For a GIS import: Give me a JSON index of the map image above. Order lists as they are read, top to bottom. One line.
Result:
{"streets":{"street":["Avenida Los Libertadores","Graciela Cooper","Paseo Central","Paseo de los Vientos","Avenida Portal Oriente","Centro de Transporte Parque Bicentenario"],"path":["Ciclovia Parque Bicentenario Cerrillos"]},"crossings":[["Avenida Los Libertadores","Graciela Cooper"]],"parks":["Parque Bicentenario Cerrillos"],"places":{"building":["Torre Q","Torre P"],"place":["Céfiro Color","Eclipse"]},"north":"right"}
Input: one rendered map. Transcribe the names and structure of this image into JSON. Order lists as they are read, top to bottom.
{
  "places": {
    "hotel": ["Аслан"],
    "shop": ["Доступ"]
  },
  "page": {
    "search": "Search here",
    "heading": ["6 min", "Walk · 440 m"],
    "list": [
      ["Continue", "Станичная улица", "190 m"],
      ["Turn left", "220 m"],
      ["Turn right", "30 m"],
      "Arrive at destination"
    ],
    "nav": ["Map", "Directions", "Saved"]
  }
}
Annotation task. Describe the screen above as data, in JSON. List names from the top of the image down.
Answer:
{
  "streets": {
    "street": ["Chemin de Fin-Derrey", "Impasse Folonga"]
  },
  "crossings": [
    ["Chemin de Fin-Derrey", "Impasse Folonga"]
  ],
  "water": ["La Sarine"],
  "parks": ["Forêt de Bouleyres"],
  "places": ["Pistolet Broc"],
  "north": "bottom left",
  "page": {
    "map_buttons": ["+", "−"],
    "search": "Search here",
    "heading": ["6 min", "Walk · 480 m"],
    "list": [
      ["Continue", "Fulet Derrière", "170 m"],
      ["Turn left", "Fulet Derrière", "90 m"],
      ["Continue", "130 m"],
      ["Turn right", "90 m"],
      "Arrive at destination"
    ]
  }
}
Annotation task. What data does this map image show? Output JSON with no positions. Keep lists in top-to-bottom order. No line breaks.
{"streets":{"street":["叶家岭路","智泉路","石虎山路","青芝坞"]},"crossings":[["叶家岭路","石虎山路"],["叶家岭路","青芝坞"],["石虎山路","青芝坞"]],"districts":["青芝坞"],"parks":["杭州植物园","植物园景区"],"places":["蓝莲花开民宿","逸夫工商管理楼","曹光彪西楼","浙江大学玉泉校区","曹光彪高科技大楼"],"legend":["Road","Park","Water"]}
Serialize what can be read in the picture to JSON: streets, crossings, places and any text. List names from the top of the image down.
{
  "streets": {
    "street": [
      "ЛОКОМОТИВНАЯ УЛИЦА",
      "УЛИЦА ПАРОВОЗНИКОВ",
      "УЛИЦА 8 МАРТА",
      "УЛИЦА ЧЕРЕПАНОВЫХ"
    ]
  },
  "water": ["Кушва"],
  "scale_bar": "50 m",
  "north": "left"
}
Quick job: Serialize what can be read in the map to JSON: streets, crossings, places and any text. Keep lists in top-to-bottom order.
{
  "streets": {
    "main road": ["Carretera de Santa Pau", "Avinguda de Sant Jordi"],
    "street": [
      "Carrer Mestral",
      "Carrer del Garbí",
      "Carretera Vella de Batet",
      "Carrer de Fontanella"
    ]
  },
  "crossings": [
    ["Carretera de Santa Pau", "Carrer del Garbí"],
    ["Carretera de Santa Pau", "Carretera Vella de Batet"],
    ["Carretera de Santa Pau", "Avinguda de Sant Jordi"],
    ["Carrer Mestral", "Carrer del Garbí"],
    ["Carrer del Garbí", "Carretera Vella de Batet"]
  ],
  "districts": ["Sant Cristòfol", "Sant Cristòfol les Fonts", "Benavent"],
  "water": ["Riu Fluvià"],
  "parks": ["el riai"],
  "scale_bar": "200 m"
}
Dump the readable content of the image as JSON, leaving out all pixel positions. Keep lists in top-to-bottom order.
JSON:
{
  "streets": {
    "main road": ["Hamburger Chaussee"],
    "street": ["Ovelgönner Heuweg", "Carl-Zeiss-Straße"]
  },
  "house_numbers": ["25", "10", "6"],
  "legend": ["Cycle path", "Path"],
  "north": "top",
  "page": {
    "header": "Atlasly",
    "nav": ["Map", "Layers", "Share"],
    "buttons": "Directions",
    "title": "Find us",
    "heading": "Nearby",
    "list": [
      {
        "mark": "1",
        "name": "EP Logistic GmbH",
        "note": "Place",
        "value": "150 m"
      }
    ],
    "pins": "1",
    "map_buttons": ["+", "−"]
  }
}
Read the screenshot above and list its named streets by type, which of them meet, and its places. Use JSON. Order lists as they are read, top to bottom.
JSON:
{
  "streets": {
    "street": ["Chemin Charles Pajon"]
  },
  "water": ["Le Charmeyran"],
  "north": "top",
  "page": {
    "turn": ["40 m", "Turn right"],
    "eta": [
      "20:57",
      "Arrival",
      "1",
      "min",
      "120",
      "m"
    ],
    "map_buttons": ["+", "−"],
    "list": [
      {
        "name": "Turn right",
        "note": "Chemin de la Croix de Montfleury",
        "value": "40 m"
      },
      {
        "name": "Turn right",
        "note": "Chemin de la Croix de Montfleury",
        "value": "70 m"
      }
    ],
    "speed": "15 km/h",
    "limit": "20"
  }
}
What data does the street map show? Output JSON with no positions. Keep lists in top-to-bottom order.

* * * * *

» **WHAT NEEDS TO BE DONE**:
Word for word, transcribe all of the material.

» **FINAL ANSWER**:
For a GIS import: Give me a JSON index of the map image above. Order lists as they are read, top to bottom. One line.
Result:
{"streets":{"street":["Avenida Los Libertadores","Graciela Cooper","Paseo Central","Paseo de los Vientos","Avenida Portal Oriente","Centro de Transporte Parque Bicentenario"],"path":["Ciclovia Parque Bicentenario Cerrillos"]},"crossings":[["Avenida Los Libertadores","Graciela Cooper"]],"parks":["Parque Bicentenario Cerrillos"],"places":{"building":["Torre Q","Torre P"],"place":["Céfiro Color","Eclipse"]},"north":"right"}
Input: one rendered map. Transcribe the names and structure of this image into JSON. Order lists as they are read, top to bottom.
{
  "places": {
    "hotel": ["Аслан"],
    "shop": ["Доступ"]
  },
  "page": {
    "search": "Search here",
    "heading": ["6 min", "Walk · 440 m"],
    "list": [
      ["Continue", "Станичная улица", "190 m"],
      ["Turn left", "220 m"],
      ["Turn right", "30 m"],
      "Arrive at destination"
    ],
    "nav": ["Map", "Directions", "Saved"]
  }
}
Annotation task. Describe the screen above as data, in JSON. List names from the top of the image down.
Answer:
{
  "streets": {
    "street": ["Chemin de Fin-Derrey", "Impasse Folonga"]
  },
  "crossings": [
    ["Chemin de Fin-Derrey", "Impasse Folonga"]
  ],
  "water": ["La Sarine"],
  "parks": ["Forêt de Bouleyres"],
  "places": ["Pistolet Broc"],
  "north": "bottom left",
  "page": {
    "map_buttons": ["+", "−"],
    "search": "Search here",
    "heading": ["6 min", "Walk · 480 m"],
    "list": [
      ["Continue", "Fulet Derrière", "170 m"],
      ["Turn left", "Fulet Derrière", "90 m"],
      ["Continue", "130 m"],
      ["Turn right", "90 m"],
      "Arrive at destination"
    ]
  }
}
Annotation task. What data does this map image show? Output JSON with no positions. Keep lists in top-to-bottom order. No line breaks.
{"streets":{"street":["叶家岭路","智泉路","石虎山路","青芝坞"]},"crossings":[["叶家岭路","石虎山路"],["叶家岭路","青芝坞"],["石虎山路","青芝坞"]],"districts":["青芝坞"],"parks":["杭州植物园","植物园景区"],"places":["蓝莲花开民宿","逸夫工商管理楼","曹光彪西楼","浙江大学玉泉校区","曹光彪高科技大楼"],"legend":["Road","Park","Water"]}
Serialize what can be read in the picture to JSON: streets, crossings, places and any text. List names from the top of the image down.
{
  "streets": {
    "street": [
      "ЛОКОМОТИВНАЯ УЛИЦА",
      "УЛИЦА ПАРОВОЗНИКОВ",
      "УЛИЦА 8 МАРТА",
      "УЛИЦА ЧЕРЕПАНОВЫХ"
    ]
  },
  "water": ["Кушва"],
  "scale_bar": "50 m",
  "north": "left"
}
Quick job: Serialize what can be read in the map to JSON: streets, crossings, places and any text. Keep lists in top-to-bottom order.
{
  "streets": {
    "main road": ["Carretera de Santa Pau", "Avinguda de Sant Jordi"],
    "street": [
      "Carrer Mestral",
      "Carrer del Garbí",
      "Carretera Vella de Batet",
      "Carrer de Fontanella"
    ]
  },
  "crossings": [
    ["Carretera de Santa Pau", "Carrer del Garbí"],
    ["Carretera de Santa Pau", "Carretera Vella de Batet"],
    ["Carretera de Santa Pau", "Avinguda de Sant Jordi"],
    ["Carrer Mestral", "Carrer del Garbí"],
    ["Carrer del Garbí", "Carretera Vella de Batet"]
  ],
  "districts": ["Sant Cristòfol", "Sant Cristòfol les Fonts", "Benavent"],
  "water": ["Riu Fluvià"],
  "parks": ["el riai"],
  "scale_bar": "200 m"
}
Dump the readable content of the image as JSON, leaving out all pixel positions. Keep lists in top-to-bottom order.
JSON:
{
  "streets": {
    "main road": ["Hamburger Chaussee"],
    "street": ["Ovelgönner Heuweg", "Carl-Zeiss-Straße"]
  },
  "house_numbers": ["25", "10", "6"],
  "legend": ["Cycle path", "Path"],
  "north": "top",
  "page": {
    "header": "Atlasly",
    "nav": ["Map", "Layers", "Share"],
    "buttons": "Directions",
    "title": "Find us",
    "heading": "Nearby",
    "list": [
      {
        "mark": "1",
        "name": "EP Logistic GmbH",
        "note": "Place",
        "value": "150 m"
      }
    ],
    "pins": "1",
    "map_buttons": ["+", "−"]
  }
}
Read the screenshot above and list its named streets by type, which of them meet, and its places. Use JSON. Order lists as they are read, top to bottom.
JSON:
{
  "streets": {
    "street": ["Chemin Charles Pajon"]
  },
  "water": ["Le Charmeyran"],
  "north": "top",
  "page": {
    "turn": ["40 m", "Turn right"],
    "eta": [
      "20:57",
      "Arrival",
      "1",
      "min",
      "120",
      "m"
    ],
    "map_buttons": ["+", "−"],
    "list": [
      {
        "name": "Turn right",
        "note": "Chemin de la Croix de Montfleury",
        "value": "40 m"
      },
      {
        "name": "Turn right",
        "note": "Chemin de la Croix de Montfleury",
        "value": "70 m"
      }
    ],
    "speed": "15 km/h",
    "limit": "20"
  }
}
What data does the street map show? Output JSON with no positions. Keep lists in top-to-bottom order.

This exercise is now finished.